Headlines of other stories

** President Joe Biden has named Willie Phillips, a Democrat, acting chairman of the Federal Energy Regulatory Commission, FERC said on Tuesday. Phillips joined the commission in December, 2021 after being appointed by Biden and approved by Congress. Phillips will be the first Black person to take the reigns at FERC.

** Two men were charged Tuesday in connection to all four substation attacks that occurred in western Washington state over Christmas, as the federal government pursues prosecution for increased instances of electric grid sabotage across the country this winter.

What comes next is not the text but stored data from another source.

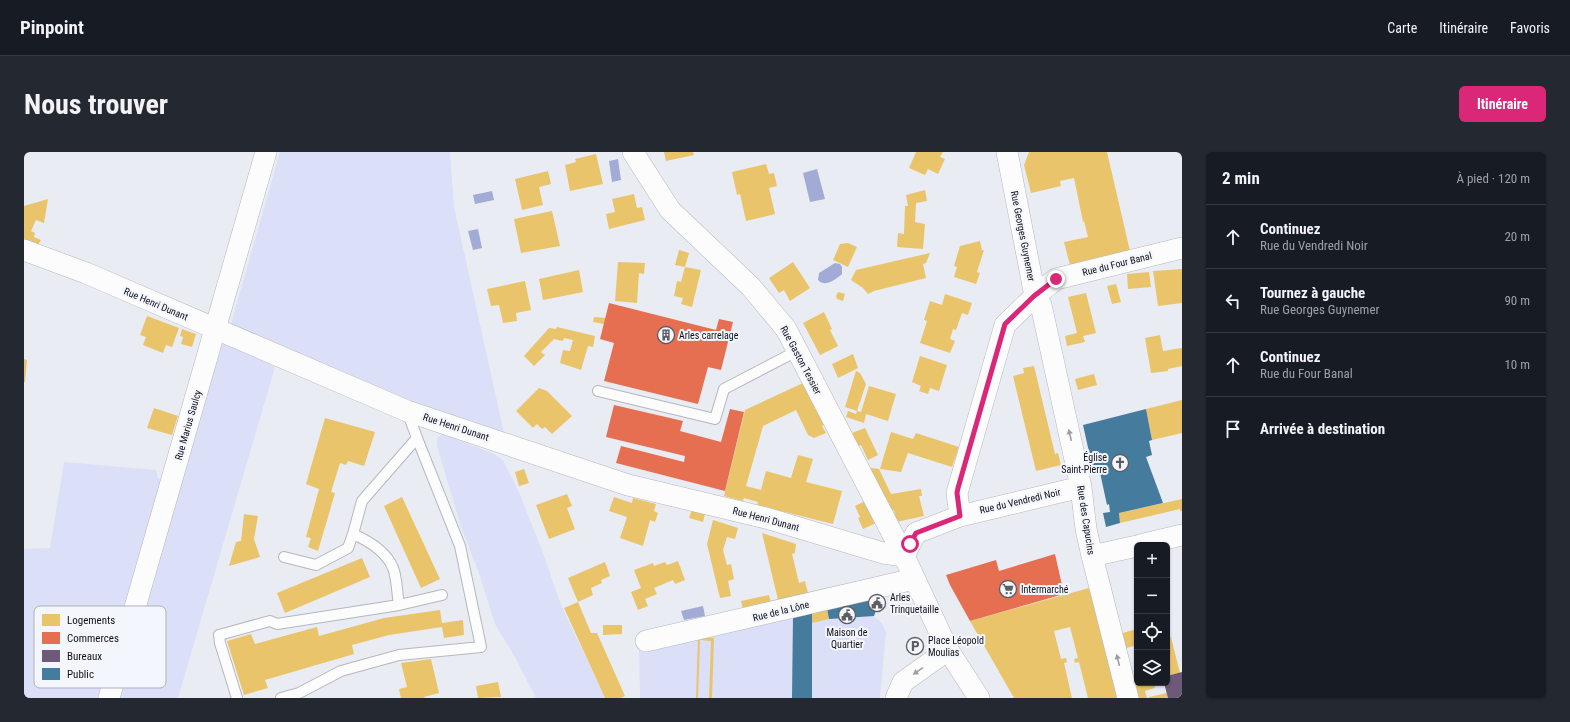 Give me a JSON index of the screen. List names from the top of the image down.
{
  "streets": {
    "street": [
      "Rue Georges Guynemer",
      "Rue du Four Banal",
      "Rue Henri Dunant",
      "Rue Gaston Tessier",
      "Rue Marius Saulcy",
      "Rue du Vendredi Noir",
      "Rue des Capucins",
      "Rue de la Lône"
    ]
  },
  "crossings": [
    ["Rue Georges Guynemer", "Rue du Four Banal"],
    ["Rue Georges Guynemer", "Rue des Capucins"],
    ["Rue du Four Banal", "Rue des Capucins"],
    ["Rue Henri Dunant", "Rue Gaston Tessier"],
    ["Rue Henri Dunant", "Rue Marius Saulcy"],
    ["Rue Henri Dunant", "Rue du Vendredi Noir"],
    ["Rue Gaston Tessier", "Rue du Vendredi Noir"],
    ["Rue du Vendredi Noir", "Rue des Capucins"]
  ],
  "places": {
    "building": ["Arles carrelage"],
    "church": ["Église Saint-Pierre"],
    "supermarket": ["Intermarché"],
    "public building": ["Arles Trinquetaille", "Maison de Quartier"],
    "parking": ["Place Léopold Moulias"]
  },
  "legend": [
    "Logements",
    "Commerces",
    "Bureaux",
    "Public"
  ],
  "page": {
    "header": "Pinpoint",
    "nav": ["Carte", "Itinéraire", "Favoris"],
    "buttons": "Itinéraire",
    "title": "Nous trouver",
    "heading": ["2 min", "À pied · 120 m"],
    "list": [
      ["Continuez", "Rue du Vendredi Noir", "20 m"],
      ["Tournez à gauche", "Rue Georges Guynemer", "90 m"],
      ["Continuez", "Rue du Four Banal", "10 m"],
      "Arrivée à destination"
    ],
    "map_buttons": ["+", "−"]
  }
}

** Duke Energy issued an apology to customers and regulators on Tuesday, taking responsibility for rolling blackouts on Christmas Eve that left hundreds of thousands of customers without power. Company representatives appeared before the North Carolina Utilities Commission to spell out what led to outages that impacted some 500,000 households and businesses in the Carolinas after freezing temperatures from Winter Storm Elliott sparked a surge in demand.

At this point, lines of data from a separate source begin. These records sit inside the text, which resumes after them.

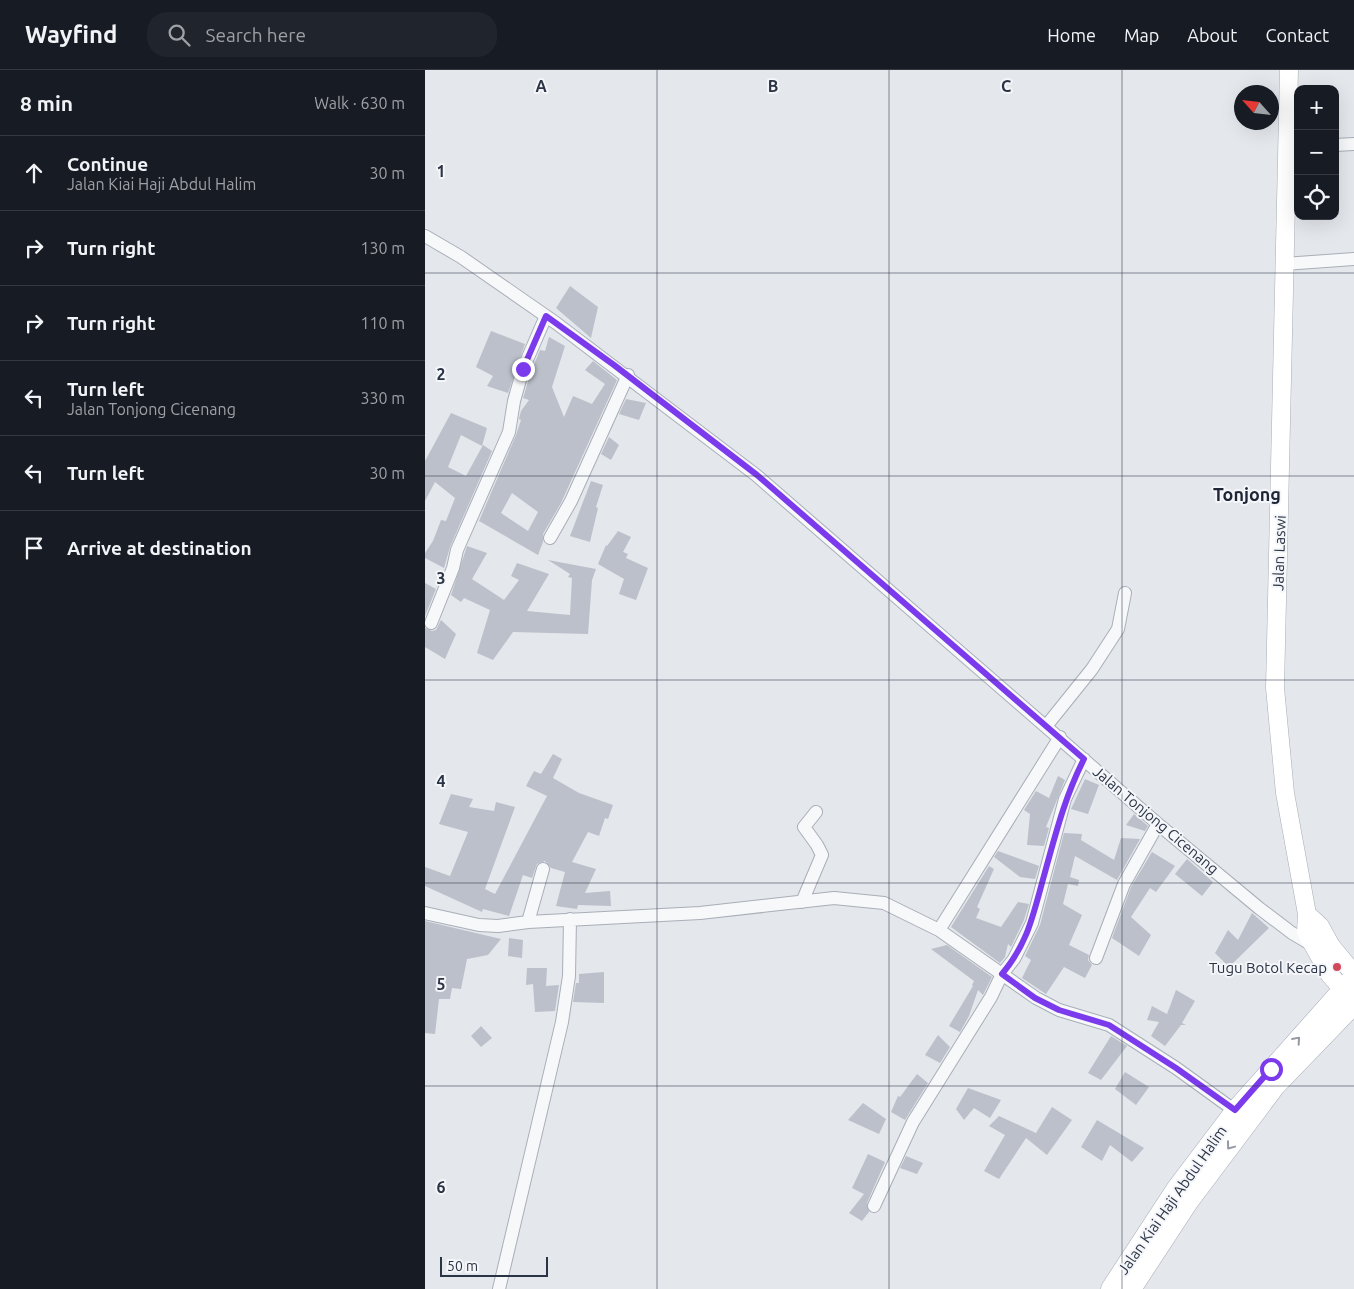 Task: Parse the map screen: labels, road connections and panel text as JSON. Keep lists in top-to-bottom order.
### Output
{
  "streets": {
    "main road": ["Jalan Laswi", "Jalan Kiai Haji Abdul Halim"],
    "street": ["Jalan Tonjong Cicenang"]
  },
  "crossings": [
    ["Jalan Laswi", "Jalan Tonjong Cicenang"],
    ["Jalan Laswi", "Jalan Kiai Haji Abdul Halim"]
  ],
  "districts": ["Tonjong"],
  "places": ["Tugu Botol Kecap"],
  "scale_bar": "50 m",
  "north": "top left",
  "page": {
    "header": "Wayfind",
    "search": "Search here",
    "nav": [
      "Home",
      "Map",
      "About",
      "Contact"
    ],
    "heading": ["8 min", "Walk · 630 m"],
    "map_buttons": ["+", "−"],
    "list": [
      ["Continue", "Jalan Kiai Haji Abdul Halim", "30 m"],
      ["Turn right", "130 m"],
      ["Turn right", "110 m"],
      ["Turn left", "Jalan Tonjong Cicenang", "330 m"],
      ["Turn left", "30 m"],
      "Arrive at destination"
    ],
    "scale": "50 m"
  },
  "grid": {
    "columns": ["A", "B", "C"],
    "rows": [
      "1",
      "2",
      "3",
      "4",
      "5",
      "6"
    ]
  }
}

** For the first time, more money was raised in the debt markets for climate-friendly projects than for fossil-fuel companies. Roughly $580 billion was arranged in 2022 for renewable energy and other environmentally responsible ventures, while the oil, gas and coal industries turned to lenders and underwriters for closer to $530 billion, according to data compiled by Bloomberg.

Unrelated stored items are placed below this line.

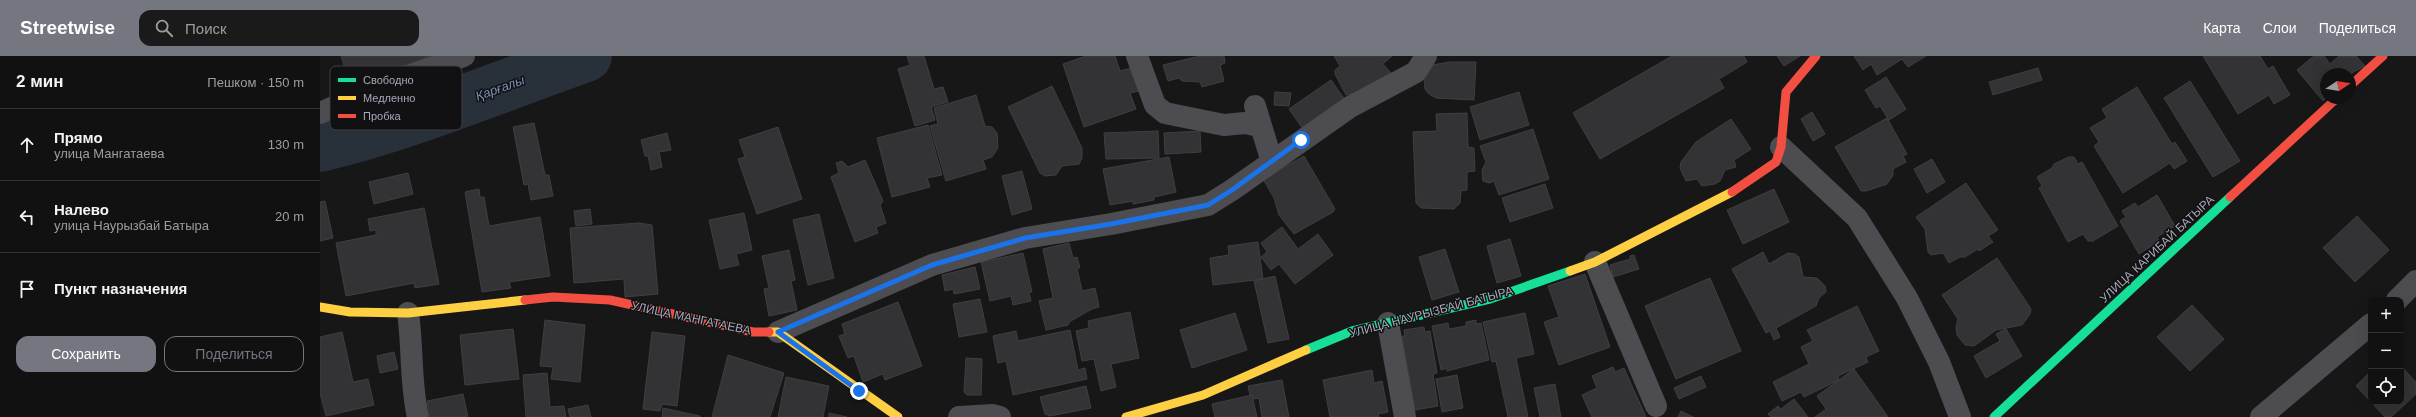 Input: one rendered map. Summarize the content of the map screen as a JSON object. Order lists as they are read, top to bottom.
{
  "streets": {
    "street": ["УЛИЦА КАРИБАЙ БАТЫРА", "УЛИЦА НАУРЫЗБАЙ БАТЫРА", "УЛИЦА МАНГАТАЕВА"]
  },
  "water": ["Қарғалы"],
  "legend": ["Свободно", "Медленно", "Пробка"],
  "north": "right",
  "page": {
    "header": "Streetwise",
    "search": "Поиск",
    "nav": ["Карта", "Слои", "Поделиться"],
    "heading": ["2 мин", "Пешком · 150 m"],
    "list": [
      ["Прямо", "улица Мангатаева", "130 m"],
      ["Налево", "улица Наурызбай Батыра", "20 m"],
      "Пункт назначения"
    ],
    "map_buttons": ["+", "−"],
    "buttons": ["Сохранить", "Поделиться"]
  }
} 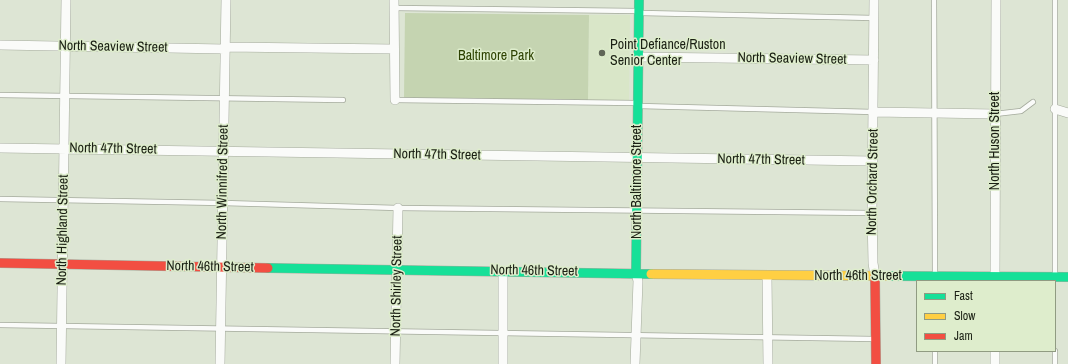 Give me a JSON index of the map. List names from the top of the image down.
{
  "streets": {
    "street": [
      "North Seaview Street",
      "North Huson Street",
      "North 47th Street",
      "North Winnifred Street",
      "North Baltimore Street",
      "North Orchard Street",
      "North Highland Street",
      "North 46th Street",
      "North Shirley Street"
    ]
  },
  "crossings": [
    ["North Seaview Street", "North Winnifred Street"],
    ["North Seaview Street", "North Baltimore Street"],
    ["North Seaview Street", "North Orchard Street"],
    ["North Seaview Street", "North Highland Street"],
    ["North Huson Street", "North 46th Street"],
    ["North 47th Street", "North Winnifred Street"],
    ["North 47th Street", "North Baltimore Street"],
    ["North 47th Street", "North Orchard Street"],
    ["North 47th Street", "North Highland Street"],
    ["North Winnifred Street", "North 46th Street"],
    ["North Baltimore Street", "North 46th Street"],
    ["North Orchard Street", "North 46th Street"],
    ["North Highland Street", "North 46th Street"],
    ["North 46th Street", "North Shirley Street"]
  ],
  "parks": ["Baltimore Park"],
  "places": ["Point Defiance/Ruston Senior Center"],
  "legend": ["Fast", "Slow", "Jam"]
}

** Federal regulators have ordered Union Pacific railroad to make sure a livestock producer gets the grain it needs in California to prevent millions of chickens and hundreds of thousands of cattle from starving. The U.S. Surface Transportation Board told the railroad it must improve service to Foster Farms to keep it from running out of feed for livestock it raises.

** The EPA’s latest rule on defining ‘waters of the United States’ is a statement of federal overreach that ignores states’ authority to regulate intrastate water quality and the Clean Water Act’s statutory mandate for cooperative federalism,” Ted McKinney, the president of the National Association of State Departments of Agriculture, said in a statement.

** General Motors is boosting the price for the Chevrolet Bolt and Bolt EUV by hundreds of dollars due to increased pressures on prices across the industry. The move, effective Monday, came about six months after the automaker dramatically slashed entry prices for both all-electric vehicles by about $6,000.

 

World

** In December, the International Energy Agency warned that Europe could face a gas shortage this year despite its successful efforts to fill up storage for winter 2022-23. Now, more voices are joining the warnings as reality sets in, and it is not a reality that one can easily brush aside.

** The European Union is working on proposals designed to decouple gas prices and renewable energy prices in what could be a major overhaul in the bloc’s power market amid an unprecedented crisis. Some EU member states are pushing for market reforms that would more adequately reflect the lower cost of renewable power generation.

** A Tokyo Gas Co. unit is in advanced talks to buy US natural gas producer Rockcliff Energy in a deal worth about $4.6 billion, including debt, a person with knowledge of the matter said.

** People in a village just north of Mexico City complained of a persistent odor of gasoline for weeks, but even they were surprised when the community’s spring-water well burst into flames and began belching dense black smoke. Residents blocked a major highway this week in protest, complaining that the smell and smoke is unbearable and that they have lost their water supply.

** Major French utilities have agreed to save the country’s beleaguered bakeries by letting them out of pricey power contracts, Reuters reported.

** Inflation in Germany is at its highest point in over seven decades, according to new data published by the Federal Statistical Office on Tuesday. Prices for energy and food skyrocketed to 7.9% for 2022 following the Russian invasion of Ukraine in February.